Hi IMK
If you are not receiving any information about incidents related to Controlled Folder Access in the Microsoft 365 Security portal or through email notifications, there could be a few potential reasons for this issue:
Configuration Issue: Ensure that the necessary settings are properly configured in both Intune and Defender for Business to capture and report incidents. Review the configuration settings related to incident reporting and notifications in both Intune Endpoint Security and Defender Security Center to verify that they are set correctly.
Delayed Reporting: Sometimes, there can be a delay in incident reporting and data synchronization between the endpoint device and the security portal. Allow some time for the incidents to be reported and synchronized to the portal. Check the timestamp of the incidents in the Defender Security Center to see if there is any significant delay in reporting.
Filtering and Alert Settings: Check the filtering and alert settings in the Microsoft 365 Security portal to ensure that incidents related to Controlled Folder Access are not being filtered out or suppressed. Adjust the settings as necessary to include the desired incidents in the portal and email notifications.
Licensing Limitations: Confirm that your M365 Business Premium licenses include the necessary features for incident reporting and monitoring.
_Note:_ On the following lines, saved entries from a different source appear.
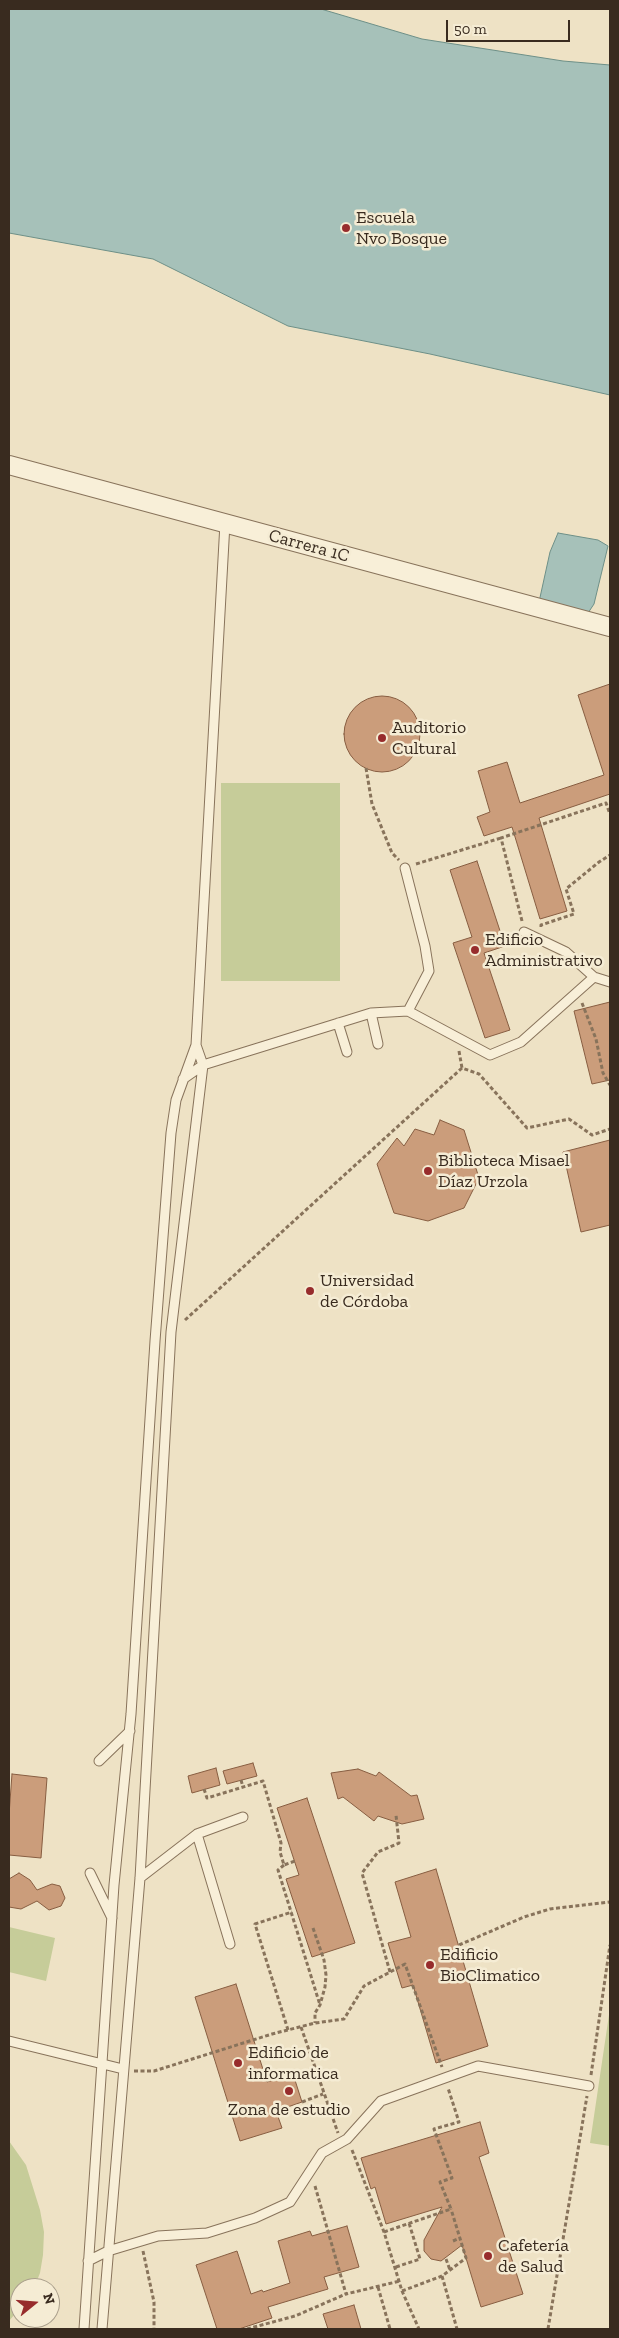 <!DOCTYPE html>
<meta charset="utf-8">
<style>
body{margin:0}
#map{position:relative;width:619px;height:2338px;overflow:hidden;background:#eee2c5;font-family:"Zilla Slab",serif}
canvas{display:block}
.frame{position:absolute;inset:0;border:10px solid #392b1f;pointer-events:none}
.north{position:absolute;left:10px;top:2278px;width:50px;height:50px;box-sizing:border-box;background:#f5ecd4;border:1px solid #aa9f8c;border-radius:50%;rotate:73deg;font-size:14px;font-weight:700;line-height:20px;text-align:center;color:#392b1f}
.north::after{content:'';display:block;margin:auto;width:18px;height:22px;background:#972c2c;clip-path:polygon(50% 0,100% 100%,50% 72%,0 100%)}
.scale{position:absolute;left:446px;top:20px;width:124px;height:22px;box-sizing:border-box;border:2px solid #392b1f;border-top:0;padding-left:6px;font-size:15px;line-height:18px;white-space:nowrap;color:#392b1f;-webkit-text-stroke:4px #f5ecd4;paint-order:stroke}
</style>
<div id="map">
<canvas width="619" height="2338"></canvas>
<div class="frame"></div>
<div class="north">N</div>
<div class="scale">50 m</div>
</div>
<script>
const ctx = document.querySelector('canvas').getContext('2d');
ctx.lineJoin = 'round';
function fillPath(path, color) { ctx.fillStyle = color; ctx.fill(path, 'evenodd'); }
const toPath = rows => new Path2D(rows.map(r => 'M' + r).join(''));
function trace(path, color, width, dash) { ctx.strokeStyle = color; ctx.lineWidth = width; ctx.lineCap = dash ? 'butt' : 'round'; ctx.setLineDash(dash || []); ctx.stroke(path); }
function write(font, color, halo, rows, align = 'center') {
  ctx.font = font + ' "Zilla Slab",serif'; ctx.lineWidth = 5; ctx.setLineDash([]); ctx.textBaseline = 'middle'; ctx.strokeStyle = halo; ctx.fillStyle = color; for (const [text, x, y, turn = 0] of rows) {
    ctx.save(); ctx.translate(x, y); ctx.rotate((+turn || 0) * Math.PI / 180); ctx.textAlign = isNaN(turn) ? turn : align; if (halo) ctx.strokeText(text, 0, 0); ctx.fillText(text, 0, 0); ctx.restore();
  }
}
fillPath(toPath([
 [221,783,340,783,340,981,221,981],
 [9,1927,55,1938,46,1981,9,1972],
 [610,2008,610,2146,590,2143],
 [9,2141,26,2165,40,2210,44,2232,43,2255,40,2273,34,2288,20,2288,20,2308,9,2321]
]), '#c6cc99');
const water = toPath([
 [9,9,321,9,422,39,563,61,610,65,610,395,430,354,288,326,153,259,9,233,9,9],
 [558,533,598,540,608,546,594,604,588,613,539,602,550,552,558,533]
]);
fillPath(water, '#a6c1b9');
trace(water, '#6d8f87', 1);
const building = toPath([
 [610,684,610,794,539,818,567,911,540,919,512,827,484,836,477,817,490,812,478,771,507,762,520,803,604,775,578,695,610,684],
 '344 734a38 38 0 1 1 76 0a38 38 0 1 1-76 0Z',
 [477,861,505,946,484,953,510,1030,485,1038,453,943,472,937,450,870,477,861],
 [610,1002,610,1080,592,1084,574,1011,610,1002],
 [440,1120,464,1130,479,1178,464,1208,428,1221,394,1213,377,1164,397,1138,404,1146,415,1129,434,1135,440,1120],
 [610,1140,610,1225,581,1232,563,1152,610,1140],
 [253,1763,257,1776,227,1784,223,1771,253,1763],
 [216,1768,220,1785,192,1793,188,1776,216,1768],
 [358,1769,376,1776,379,1772,411,1796,417,1795,424,1819,402,1824,378,1816,374,1821,343,1797,338,1799,331,1773,358,1769],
 [12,1774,47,1778,41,1858,9,1855,9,1815,12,1774],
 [307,1798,355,1943,312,1957,286,1879,299,1875,277,1808,307,1798],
 [436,1869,488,2046,436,2063,413,1985,402,1988,388,1943,411,1937,395,1882,436,1869],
 [19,1873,30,1880,37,1890,52,1884,60,1886,65,1898,61,1906,49,1910,37,1901,21,1909,9,1907,9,1879,19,1873],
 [236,1984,267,2082,293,2074,302,2102,276,2111,282,2128,240,2141,195,1997,236,1984],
 [480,2122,489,2153,479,2157,523,2294,481,2307,462,2245,441,2261,431,2259,424,2251,424,2240,442,2207,386,2224,375,2187,371,2189,361,2158,480,2122],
 [347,2226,359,2267,324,2277,328,2289,268,2307,272,2318,239,2329,217,2329,196,2265,237,2251,251,2294,262,2290,263,2292,290,2283,278,2241,310,2231,312,2236,347,2226],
 [354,2305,361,2329,328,2329,323,2314,354,2305]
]);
fillPath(building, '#cb9d7b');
trace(building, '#875d41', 1);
const lane = toPath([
 [405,868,425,946,429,971,408,1011],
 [524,932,566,952,594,977],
 [371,1013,378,1044],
 [338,1023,347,1052],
 [183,1079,203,1065,371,1013,408,1011,490,1055,521,1042,594,977,610,982],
 [99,1761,130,1731],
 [197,1834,230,1944],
 [90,1873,112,1918],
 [140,1878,197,1834,243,1817],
 [9,2041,123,2069],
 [88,2261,108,2251,158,2236,207,2233,255,2218,290,2202,322,2153,347,2139,381,2101,478,2066,589,2086],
 [84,2329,114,1885,131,1714,155,1341,171,1133,176,1100,196,1045,225,523],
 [102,2329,140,1878,171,1332,203,1065,196,1045]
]);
const street = toPath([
 [9,465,610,627]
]);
trace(lane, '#88735b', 11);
trace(street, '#88735b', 20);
trace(toPath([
 [366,768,372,804,392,853,399,860],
 [416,864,501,838],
 [522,921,501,838,606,803,610,814],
 [541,927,541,925,574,914,566,889,599,862,610,855],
 [502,937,514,934],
 [582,1003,596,1039,603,1073,610,1085],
 [459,1051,462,1068],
 [185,1320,462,1068,479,1074,527,1128,569,1119,592,1135,610,1129],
 [241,1780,243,1787],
 [204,1789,207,1798,263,1781,281,1843,280,1852,284,1865,295,1861],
 [284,1865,278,1870,320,2005],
 [313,1928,324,1960,326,1975,325,1987,320,2005,315,2013,315,2023],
 [459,1945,524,1917,550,1909,610,1902],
 [390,1972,362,1873,378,1852,399,1843,396,1815],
 [301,2027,338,2133],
 [288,2030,255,1924,292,1912],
 [134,2071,154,2071,272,2034,315,2023,344,2019,364,1986,405,1964,442,2067],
 [591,2075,610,1945],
 [302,2102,323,2094],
 [352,2150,384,2232,402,2291,419,2329],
 [315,2186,346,2294,400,2281],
 [384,2232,451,2209,440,2182,452,2178,434,2129,459,2122,448,2088],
 [453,2241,460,2238],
 [143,2251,154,2302,154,2329],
 [446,2259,450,2270],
 [396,2267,420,2259,409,2223],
 [442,2276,457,2329],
 [378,2287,390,2329],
 [402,2291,442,2276,466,2258,451,2209],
 [247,2329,295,2316,346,2294],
 [548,2329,587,2096]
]), '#88735b', 3, [4, 2.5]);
trace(lane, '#f8efd8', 9);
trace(street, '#f8efd8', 18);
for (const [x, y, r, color] of [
 [346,228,5,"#972c2c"],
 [382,738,5,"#972c2c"],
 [475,950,5,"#972c2c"],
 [428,1171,5,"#972c2c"],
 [310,1291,5,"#972c2c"],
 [430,1965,5,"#972c2c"],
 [238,2063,5,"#972c2c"],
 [289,2091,5,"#972c2c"],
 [488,2256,5,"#972c2c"]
]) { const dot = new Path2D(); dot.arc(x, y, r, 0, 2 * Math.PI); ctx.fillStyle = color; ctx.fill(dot); trace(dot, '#f5ecd4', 2); }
write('18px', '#392b1f', '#f5ecd4', [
 ["Escuela",356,218],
 ["Nvo Bosque",356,239],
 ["Auditorio",392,728],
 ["Cultural",392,749],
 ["Edificio",485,940],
 ["Administrativo",485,961],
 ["Biblioteca Misael",438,1161],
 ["Díaz Urzola",438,1182],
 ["Universidad",320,1281],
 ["de Córdoba",320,1302],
 ["Edificio",440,1955],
 ["BioClimatico",440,1976],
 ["Edificio de",248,2053],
 ["informatica",248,2074],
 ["Zona de estudio",289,2110,"center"],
 ["Cafetería",498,2246],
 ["de Salud",498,2267]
], 'left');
write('18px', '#392b1f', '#f5ecd4', [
 ["Carrera 1C",309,546,15]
]);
</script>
Review the licensing documentation to ensure that the licenses you have provide access to the desired incident reporting capabilities.
Permission Issues: Ensure that the account you are using to access the Microsoft 365 Security portal has the necessary permissions to view and receive incident reports. Check your user roles and permissions in the portal to ensure that you have the appropriate access.
If none of the above steps resolve the issue, it is recommended to reach out to Microsoft Support for further assistance.